Delmas PD, Ribot C, Sebert JL, Breart G, Meunier PJ (1998) How hip and whole-body bone mineral density predict hip fracture in elderly women: the EPIDOS Prospective Study. Osteoporos Int 8:247–254PubMedCrossRef 15. Gluer CC, Eastell R, Reid DM, Felsenberg D, Roux C, Barkmann R, Timm W, Blenk T, Armbrecht G, Stewart A, Clowes J, Thomasius FE, Kolta S (2004) Association of five quantitative ultrasound devices and bone densitometry with osteoporotic vertebral fractures in a population-based sample: the OPUS Study. J Bone Miner Res 19:782–793PubMedCrossRef 16. Sanders KM, Pasco JA, Ugoni AM, Nicholson GC, Seeman

E, Martin TJ, Skoric B, Panahi S, Kotowicz MA (1998) The exclusion of high trauma fractures may underestimate the prevalence of bone fragility fractures in the community: the Geelong Osteoporosis Study. J Bone Miner Res 13:1337–1342PubMedCrossRef 17. Anderson GL, Manson J, Wallace R, Lund B, Hall D, Davis S, Shumaker S, Wang CY, Stein E, Prentice RL (2003) Implementation of the Women’s Health Initiative study design. Ann Epidemiol 13:S5–S17PubMedCrossRef 18. Siris E, Miller P, Barrett-Connor E, Abbott T, Sherwood L, Berger M (1998) Design of NORA, the National Osteoporosis Risk Assessment Tenoxicam Program: a longitudinal US registry of see more postmenopausal women.

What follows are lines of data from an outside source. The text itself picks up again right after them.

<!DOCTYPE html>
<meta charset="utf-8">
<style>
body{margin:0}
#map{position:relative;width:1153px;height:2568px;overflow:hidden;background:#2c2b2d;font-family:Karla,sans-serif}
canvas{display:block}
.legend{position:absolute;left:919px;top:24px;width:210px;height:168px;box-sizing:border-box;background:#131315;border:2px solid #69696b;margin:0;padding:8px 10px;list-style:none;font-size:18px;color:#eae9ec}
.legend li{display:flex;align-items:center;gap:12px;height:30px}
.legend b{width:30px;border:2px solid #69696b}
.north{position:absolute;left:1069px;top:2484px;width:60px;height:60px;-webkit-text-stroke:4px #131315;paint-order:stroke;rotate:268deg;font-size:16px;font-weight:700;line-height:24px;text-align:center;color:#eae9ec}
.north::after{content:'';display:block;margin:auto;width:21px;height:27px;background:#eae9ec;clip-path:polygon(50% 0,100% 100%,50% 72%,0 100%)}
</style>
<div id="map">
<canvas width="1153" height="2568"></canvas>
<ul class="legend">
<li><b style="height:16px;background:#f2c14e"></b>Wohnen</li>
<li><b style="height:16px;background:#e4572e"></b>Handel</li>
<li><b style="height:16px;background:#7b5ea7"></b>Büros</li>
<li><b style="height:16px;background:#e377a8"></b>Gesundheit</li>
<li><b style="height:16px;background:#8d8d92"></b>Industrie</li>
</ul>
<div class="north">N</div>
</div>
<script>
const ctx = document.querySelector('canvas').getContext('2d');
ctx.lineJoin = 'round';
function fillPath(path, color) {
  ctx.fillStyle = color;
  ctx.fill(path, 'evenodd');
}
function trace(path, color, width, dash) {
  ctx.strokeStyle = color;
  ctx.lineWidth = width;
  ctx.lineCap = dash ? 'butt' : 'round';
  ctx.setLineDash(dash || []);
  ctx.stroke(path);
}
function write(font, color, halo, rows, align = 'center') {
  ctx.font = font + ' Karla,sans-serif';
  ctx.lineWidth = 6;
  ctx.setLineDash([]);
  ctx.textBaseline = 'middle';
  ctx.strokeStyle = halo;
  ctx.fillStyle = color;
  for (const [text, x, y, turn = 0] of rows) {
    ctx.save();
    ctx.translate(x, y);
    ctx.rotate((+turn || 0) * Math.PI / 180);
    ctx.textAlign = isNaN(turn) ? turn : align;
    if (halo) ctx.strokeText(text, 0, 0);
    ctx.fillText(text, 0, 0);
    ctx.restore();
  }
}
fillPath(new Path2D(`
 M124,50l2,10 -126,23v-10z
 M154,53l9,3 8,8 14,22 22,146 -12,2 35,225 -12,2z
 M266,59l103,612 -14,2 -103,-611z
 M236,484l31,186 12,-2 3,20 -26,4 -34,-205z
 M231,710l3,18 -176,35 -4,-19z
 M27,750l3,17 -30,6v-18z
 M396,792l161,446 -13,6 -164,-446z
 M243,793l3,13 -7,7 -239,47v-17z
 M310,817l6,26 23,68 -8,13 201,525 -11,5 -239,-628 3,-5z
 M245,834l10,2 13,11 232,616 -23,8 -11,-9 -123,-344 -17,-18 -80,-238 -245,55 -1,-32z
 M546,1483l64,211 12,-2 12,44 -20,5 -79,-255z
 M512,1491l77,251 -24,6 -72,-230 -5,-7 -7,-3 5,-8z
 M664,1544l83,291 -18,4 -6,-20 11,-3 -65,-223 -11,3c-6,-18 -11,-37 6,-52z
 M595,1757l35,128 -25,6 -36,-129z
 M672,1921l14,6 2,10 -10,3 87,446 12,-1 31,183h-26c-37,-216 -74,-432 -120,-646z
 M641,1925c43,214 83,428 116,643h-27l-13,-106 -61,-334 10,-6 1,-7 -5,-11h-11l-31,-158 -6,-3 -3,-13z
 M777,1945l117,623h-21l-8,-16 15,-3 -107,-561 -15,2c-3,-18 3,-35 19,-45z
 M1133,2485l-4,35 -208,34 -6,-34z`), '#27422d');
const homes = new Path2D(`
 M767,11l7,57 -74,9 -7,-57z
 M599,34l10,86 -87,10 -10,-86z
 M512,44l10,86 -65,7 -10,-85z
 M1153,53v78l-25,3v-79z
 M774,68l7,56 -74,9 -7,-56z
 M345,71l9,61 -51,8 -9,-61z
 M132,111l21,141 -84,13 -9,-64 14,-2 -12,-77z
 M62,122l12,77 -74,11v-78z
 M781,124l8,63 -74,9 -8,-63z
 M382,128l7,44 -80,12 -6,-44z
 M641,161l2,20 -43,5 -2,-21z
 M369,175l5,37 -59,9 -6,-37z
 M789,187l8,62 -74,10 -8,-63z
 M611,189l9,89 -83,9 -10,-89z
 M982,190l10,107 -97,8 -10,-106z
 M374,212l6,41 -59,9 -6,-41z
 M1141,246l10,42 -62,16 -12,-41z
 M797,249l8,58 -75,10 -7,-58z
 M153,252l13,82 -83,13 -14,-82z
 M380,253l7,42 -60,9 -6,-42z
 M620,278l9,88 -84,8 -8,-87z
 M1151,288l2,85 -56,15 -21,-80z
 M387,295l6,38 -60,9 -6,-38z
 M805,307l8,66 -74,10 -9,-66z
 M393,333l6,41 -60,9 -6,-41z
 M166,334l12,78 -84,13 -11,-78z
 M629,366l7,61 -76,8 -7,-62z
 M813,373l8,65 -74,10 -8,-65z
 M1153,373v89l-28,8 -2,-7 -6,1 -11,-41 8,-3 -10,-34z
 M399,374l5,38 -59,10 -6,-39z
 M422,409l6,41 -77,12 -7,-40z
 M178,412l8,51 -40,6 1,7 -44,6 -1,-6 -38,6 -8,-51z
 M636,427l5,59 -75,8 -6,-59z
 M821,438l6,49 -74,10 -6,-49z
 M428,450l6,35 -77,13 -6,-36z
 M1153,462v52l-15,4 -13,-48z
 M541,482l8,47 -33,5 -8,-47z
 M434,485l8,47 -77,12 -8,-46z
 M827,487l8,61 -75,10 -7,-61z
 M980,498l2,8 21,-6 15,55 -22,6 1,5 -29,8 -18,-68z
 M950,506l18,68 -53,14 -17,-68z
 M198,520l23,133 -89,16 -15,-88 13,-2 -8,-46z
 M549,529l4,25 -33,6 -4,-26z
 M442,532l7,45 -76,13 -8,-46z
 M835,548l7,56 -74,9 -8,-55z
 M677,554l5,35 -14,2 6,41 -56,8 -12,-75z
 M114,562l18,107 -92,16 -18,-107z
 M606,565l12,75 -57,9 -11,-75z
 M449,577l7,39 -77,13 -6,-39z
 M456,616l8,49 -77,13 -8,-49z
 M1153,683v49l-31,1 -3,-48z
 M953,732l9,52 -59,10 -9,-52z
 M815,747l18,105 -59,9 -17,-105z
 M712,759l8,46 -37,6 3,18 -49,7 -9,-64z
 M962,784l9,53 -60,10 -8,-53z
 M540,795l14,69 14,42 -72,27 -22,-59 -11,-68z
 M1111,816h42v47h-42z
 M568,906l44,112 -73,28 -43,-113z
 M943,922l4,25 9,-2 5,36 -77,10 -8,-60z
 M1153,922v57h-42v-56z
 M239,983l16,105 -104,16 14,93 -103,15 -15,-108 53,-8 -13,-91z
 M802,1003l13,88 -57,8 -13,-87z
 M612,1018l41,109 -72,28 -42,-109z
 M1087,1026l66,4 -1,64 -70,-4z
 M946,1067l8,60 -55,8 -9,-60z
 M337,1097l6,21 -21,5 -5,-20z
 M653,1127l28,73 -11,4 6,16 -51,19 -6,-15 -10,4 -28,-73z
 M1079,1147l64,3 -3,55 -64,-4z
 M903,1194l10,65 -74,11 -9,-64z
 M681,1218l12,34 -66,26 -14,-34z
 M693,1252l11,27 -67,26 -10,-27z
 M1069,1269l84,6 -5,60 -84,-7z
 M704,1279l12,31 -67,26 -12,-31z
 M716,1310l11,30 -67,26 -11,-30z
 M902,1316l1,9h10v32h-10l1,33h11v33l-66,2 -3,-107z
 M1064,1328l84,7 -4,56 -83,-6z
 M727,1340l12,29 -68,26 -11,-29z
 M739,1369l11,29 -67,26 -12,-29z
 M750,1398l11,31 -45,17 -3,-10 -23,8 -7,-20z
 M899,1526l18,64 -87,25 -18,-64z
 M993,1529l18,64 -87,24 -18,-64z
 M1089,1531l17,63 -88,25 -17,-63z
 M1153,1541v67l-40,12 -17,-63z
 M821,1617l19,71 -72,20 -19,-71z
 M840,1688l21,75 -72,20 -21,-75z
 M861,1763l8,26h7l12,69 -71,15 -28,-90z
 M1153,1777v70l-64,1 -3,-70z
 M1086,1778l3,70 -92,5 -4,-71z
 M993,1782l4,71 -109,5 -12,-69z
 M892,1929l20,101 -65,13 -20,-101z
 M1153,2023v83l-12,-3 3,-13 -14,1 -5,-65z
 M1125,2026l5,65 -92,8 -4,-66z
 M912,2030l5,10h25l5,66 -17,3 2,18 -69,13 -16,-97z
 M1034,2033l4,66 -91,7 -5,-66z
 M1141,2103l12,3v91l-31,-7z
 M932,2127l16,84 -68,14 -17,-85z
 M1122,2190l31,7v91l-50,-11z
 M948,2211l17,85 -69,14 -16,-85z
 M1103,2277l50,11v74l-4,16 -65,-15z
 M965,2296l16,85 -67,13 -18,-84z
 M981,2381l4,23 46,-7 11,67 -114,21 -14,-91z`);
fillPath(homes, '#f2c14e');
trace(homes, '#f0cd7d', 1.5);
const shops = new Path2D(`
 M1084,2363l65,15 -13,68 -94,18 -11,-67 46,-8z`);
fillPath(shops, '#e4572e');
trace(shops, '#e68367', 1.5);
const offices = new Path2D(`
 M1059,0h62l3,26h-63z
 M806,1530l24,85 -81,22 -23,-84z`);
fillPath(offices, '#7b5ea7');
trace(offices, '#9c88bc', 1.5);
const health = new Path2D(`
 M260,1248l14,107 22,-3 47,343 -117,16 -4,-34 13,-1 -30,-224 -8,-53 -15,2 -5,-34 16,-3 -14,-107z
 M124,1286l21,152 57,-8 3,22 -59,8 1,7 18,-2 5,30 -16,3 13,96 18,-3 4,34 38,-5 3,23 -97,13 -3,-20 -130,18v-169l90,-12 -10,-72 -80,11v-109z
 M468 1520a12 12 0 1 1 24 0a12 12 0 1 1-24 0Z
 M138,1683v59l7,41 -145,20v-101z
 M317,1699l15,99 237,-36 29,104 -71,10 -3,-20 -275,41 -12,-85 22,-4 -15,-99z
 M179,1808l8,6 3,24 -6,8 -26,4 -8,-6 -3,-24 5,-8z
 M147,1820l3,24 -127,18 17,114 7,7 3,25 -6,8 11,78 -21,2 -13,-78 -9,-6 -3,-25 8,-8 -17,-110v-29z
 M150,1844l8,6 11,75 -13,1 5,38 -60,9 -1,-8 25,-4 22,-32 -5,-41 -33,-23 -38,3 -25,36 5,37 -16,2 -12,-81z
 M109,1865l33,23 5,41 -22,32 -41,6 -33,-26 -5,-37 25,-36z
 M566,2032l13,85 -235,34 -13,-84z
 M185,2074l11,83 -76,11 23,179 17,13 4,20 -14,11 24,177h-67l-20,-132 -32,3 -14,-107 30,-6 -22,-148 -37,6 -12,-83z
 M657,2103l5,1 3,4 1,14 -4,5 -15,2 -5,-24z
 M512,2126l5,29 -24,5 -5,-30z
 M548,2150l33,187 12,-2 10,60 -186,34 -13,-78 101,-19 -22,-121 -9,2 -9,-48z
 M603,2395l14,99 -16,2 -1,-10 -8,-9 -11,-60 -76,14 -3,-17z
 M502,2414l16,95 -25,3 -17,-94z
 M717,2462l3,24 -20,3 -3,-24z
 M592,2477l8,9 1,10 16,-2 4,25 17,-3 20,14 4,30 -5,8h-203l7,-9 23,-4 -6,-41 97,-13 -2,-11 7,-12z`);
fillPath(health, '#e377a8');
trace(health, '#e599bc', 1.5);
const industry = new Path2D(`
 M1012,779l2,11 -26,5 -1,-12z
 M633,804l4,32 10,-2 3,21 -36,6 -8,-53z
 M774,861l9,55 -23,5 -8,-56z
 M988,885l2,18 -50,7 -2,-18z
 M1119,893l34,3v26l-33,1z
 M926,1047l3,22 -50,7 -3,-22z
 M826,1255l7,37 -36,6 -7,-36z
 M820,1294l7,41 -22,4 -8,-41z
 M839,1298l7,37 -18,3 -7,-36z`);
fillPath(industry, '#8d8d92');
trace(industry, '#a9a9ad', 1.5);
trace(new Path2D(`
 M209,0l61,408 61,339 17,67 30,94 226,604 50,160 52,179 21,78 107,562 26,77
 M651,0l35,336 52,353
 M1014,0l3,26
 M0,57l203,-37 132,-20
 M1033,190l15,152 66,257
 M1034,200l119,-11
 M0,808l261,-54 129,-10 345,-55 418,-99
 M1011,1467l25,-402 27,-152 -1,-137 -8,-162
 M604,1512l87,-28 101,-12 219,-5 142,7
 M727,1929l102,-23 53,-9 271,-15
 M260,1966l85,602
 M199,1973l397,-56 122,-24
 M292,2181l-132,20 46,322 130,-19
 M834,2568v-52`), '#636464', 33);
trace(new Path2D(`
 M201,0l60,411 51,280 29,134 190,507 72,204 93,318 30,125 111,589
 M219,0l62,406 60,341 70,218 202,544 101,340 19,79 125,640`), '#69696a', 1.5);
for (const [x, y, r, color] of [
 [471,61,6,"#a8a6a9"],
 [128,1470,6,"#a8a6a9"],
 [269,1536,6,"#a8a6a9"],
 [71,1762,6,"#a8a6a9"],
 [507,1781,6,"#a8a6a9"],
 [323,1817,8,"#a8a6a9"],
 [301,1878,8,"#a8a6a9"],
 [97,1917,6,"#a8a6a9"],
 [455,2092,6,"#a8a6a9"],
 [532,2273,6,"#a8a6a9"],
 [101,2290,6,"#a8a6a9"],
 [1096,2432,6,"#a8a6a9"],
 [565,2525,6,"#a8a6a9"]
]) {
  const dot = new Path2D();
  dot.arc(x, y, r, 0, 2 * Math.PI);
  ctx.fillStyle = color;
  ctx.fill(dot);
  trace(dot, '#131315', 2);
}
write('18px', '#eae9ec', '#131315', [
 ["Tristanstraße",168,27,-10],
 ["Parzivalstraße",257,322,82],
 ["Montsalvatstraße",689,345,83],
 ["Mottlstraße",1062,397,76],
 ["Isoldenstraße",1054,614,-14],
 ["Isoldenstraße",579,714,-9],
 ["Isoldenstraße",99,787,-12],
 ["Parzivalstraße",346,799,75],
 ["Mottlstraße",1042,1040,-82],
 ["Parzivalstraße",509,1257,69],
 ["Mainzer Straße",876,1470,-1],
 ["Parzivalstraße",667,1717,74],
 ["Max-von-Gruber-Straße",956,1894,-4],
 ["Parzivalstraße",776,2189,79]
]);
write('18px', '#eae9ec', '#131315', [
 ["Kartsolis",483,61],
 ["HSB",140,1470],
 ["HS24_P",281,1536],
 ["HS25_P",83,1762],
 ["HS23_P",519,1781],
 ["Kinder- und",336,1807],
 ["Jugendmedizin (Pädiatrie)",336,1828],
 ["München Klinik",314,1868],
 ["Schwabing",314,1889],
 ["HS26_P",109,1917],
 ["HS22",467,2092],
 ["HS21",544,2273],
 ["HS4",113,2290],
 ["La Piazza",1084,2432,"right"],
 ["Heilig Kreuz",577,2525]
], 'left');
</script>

Osteoporos Int 8(Suppl 1):S62–S69PubMed 19. Haentjens P, Johnell O, Kanis JA, Bouillon R, Cooper C, Lamraski G, Vanderschueren D, Kaufman JM, Boonen S (2004) Evidence from data searches and life-table analyses for gender-related differences in absolute risk of hip fracture after Colles’ or spine fracture: Colles’ fracture as an early and sensitive marker of skeletal fragility in white men. J Bone Miner Res 19:1933–1944PubMedCrossRef 20. EuroQol Group (1990) EuroQol—a new facility for the measurement of health-related quality of life. Health Policy 16:199–208CrossRef 21. Ware JE, Kosinski M, Dewey JE (2000) How to score version 2 of the SF-36 Health Survey. Quality Metric, Lincoln 22.